> **ENTRIES SUPPLIED**:

──────

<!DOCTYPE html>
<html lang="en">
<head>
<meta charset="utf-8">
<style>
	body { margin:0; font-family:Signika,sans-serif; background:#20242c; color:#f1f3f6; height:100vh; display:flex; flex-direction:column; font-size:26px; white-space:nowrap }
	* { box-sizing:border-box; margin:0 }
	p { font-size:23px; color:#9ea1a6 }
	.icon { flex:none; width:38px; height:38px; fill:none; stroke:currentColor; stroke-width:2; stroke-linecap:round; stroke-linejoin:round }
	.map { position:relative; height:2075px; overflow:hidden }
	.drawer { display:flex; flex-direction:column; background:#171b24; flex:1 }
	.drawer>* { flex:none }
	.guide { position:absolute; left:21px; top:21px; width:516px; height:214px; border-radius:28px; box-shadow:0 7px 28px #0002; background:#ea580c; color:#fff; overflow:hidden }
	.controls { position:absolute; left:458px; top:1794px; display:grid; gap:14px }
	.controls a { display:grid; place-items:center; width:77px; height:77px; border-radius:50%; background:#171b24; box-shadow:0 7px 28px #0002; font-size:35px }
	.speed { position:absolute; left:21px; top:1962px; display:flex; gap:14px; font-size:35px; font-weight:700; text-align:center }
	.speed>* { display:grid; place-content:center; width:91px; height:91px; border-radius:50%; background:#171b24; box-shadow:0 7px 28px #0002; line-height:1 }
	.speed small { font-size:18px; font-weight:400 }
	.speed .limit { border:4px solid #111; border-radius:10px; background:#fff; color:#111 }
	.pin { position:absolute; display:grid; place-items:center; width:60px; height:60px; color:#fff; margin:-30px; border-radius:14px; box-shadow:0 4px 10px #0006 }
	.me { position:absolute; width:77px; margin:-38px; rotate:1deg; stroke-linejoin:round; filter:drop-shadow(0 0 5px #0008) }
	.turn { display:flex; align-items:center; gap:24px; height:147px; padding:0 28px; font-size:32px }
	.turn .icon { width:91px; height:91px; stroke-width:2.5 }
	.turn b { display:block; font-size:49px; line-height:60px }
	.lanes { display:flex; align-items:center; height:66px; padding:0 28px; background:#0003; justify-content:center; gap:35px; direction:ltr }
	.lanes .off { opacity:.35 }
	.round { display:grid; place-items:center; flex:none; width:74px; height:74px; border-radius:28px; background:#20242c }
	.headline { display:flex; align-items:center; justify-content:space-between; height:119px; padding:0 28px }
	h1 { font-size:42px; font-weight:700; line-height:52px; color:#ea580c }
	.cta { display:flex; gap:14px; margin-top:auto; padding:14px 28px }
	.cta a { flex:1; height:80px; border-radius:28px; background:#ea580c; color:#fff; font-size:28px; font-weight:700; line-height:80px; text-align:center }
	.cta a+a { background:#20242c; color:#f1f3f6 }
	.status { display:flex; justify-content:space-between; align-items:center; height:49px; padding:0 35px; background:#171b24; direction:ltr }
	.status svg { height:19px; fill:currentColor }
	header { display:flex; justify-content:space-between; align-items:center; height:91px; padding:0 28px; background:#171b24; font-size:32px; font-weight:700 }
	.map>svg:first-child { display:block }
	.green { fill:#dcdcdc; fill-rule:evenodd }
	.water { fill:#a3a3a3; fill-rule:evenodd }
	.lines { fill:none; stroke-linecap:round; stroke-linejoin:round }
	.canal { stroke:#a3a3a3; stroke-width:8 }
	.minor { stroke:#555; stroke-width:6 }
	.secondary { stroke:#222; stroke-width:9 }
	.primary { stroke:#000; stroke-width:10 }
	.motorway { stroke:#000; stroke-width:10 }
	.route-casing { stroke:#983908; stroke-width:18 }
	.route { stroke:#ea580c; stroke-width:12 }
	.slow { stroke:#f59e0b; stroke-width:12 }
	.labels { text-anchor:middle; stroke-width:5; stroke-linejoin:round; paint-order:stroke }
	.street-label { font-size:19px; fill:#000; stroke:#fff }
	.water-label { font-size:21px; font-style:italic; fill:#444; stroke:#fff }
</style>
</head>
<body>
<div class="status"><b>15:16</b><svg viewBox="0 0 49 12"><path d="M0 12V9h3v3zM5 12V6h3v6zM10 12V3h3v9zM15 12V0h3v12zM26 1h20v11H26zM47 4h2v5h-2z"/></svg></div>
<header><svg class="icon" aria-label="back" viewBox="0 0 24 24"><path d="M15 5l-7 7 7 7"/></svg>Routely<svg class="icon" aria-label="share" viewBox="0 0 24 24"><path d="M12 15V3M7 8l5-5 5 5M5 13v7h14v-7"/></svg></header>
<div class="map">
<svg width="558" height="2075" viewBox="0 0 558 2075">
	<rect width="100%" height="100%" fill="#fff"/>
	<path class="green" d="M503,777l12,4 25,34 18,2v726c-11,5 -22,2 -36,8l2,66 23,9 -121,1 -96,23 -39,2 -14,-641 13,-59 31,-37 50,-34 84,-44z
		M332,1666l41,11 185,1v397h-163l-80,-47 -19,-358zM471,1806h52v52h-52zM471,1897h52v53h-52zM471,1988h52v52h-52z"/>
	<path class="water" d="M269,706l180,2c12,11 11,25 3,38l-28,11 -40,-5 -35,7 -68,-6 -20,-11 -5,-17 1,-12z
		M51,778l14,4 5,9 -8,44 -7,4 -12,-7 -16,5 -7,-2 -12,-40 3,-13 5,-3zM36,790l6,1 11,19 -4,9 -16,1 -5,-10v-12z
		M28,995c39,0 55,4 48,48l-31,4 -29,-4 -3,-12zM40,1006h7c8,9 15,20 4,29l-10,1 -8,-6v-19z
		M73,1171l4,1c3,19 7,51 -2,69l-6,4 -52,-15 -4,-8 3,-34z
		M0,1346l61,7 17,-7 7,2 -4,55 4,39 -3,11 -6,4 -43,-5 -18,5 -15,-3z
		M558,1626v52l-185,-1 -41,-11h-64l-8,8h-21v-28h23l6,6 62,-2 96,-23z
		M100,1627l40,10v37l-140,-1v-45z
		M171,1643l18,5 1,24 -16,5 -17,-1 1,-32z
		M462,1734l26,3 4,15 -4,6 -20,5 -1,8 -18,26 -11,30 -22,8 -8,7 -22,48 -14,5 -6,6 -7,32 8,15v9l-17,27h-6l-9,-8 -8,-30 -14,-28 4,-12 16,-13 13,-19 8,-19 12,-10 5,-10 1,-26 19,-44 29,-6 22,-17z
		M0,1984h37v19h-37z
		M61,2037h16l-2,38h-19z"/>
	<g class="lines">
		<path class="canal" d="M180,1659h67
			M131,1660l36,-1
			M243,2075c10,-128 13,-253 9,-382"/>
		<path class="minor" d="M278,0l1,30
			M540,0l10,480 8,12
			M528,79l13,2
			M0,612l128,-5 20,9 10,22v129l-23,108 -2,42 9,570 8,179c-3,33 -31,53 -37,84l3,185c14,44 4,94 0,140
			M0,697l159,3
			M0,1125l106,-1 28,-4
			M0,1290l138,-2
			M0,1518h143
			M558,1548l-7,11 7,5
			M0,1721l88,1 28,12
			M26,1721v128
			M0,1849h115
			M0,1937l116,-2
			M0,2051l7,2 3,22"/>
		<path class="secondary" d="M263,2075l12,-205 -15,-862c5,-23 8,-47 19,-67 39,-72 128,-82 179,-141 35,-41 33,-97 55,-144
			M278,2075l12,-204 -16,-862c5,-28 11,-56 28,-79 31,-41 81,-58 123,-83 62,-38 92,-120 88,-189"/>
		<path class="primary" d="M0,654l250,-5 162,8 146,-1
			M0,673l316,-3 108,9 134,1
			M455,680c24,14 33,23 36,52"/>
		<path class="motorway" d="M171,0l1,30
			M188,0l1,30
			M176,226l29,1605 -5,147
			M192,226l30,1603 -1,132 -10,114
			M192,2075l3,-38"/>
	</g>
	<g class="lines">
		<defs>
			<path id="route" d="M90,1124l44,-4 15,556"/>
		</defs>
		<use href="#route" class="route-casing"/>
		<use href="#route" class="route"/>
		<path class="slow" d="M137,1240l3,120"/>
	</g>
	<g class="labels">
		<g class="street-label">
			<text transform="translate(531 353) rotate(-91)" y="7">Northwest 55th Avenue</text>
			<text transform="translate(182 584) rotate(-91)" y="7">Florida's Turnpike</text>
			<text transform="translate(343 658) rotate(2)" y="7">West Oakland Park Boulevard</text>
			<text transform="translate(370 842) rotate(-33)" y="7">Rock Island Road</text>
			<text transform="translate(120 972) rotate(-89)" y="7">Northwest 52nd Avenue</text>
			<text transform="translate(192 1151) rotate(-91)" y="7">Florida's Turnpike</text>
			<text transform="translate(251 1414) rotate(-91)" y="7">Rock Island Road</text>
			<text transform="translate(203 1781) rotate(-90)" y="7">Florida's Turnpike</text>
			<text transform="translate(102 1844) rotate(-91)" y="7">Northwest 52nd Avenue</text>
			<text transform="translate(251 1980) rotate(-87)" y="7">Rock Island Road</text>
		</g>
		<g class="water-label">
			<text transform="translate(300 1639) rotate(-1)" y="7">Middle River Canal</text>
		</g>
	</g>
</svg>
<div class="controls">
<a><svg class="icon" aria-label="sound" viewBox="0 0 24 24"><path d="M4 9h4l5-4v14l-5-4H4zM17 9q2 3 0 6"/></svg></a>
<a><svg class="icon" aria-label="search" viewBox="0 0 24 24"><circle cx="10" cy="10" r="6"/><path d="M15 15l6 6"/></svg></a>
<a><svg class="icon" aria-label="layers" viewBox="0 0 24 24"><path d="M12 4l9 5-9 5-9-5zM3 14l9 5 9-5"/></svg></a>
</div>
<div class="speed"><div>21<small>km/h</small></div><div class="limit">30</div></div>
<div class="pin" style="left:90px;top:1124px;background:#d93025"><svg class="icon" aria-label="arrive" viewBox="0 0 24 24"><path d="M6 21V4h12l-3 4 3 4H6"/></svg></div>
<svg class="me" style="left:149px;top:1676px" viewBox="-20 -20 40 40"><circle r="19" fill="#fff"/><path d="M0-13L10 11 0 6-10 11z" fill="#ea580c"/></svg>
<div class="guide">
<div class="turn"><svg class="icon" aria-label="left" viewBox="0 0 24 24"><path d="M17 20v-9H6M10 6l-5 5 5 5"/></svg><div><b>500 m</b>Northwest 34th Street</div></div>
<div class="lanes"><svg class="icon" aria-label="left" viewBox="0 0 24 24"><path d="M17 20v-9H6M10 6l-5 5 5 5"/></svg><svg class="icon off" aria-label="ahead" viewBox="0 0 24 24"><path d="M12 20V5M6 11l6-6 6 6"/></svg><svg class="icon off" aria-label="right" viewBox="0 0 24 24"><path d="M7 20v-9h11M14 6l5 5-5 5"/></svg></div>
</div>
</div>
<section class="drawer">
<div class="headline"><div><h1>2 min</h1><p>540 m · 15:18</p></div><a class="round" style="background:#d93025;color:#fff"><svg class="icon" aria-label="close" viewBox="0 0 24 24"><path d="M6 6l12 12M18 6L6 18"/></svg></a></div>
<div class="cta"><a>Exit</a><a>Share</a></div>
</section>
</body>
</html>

──────

> **WORK INSTRUCTIONS**: Could you copy every line from the records that mentions the word "absolute"?

> **RESPONSE TO THE TASK**:
	.guide { position:absolute; left:21px; top:21px; width:516px; height:214px; border-radius:28px; box-shadow:0 7px 28px #0002; background:#ea580c; color:#fff; overflow:hidden }
	.controls { position:absolute; left:458px; top:1794px; display:grid; gap:14px }
	.speed { position:absolute; left:21px; top:1962px; display:flex; gap:14px; font-size:35px; font-weight:700; text-align:center }
	.pin { position:absolute; display:grid; place-items:center; width:60px; height:60px; color:#fff; margin:-30px; border-radius:14px; box-shadow:0 4px 10px #0006 }
	.me { position:absolute; width:77px; margin:-38px; rotate:1deg; stroke-linejoin:round; filter:drop-shadow(0 0 5px #0008) }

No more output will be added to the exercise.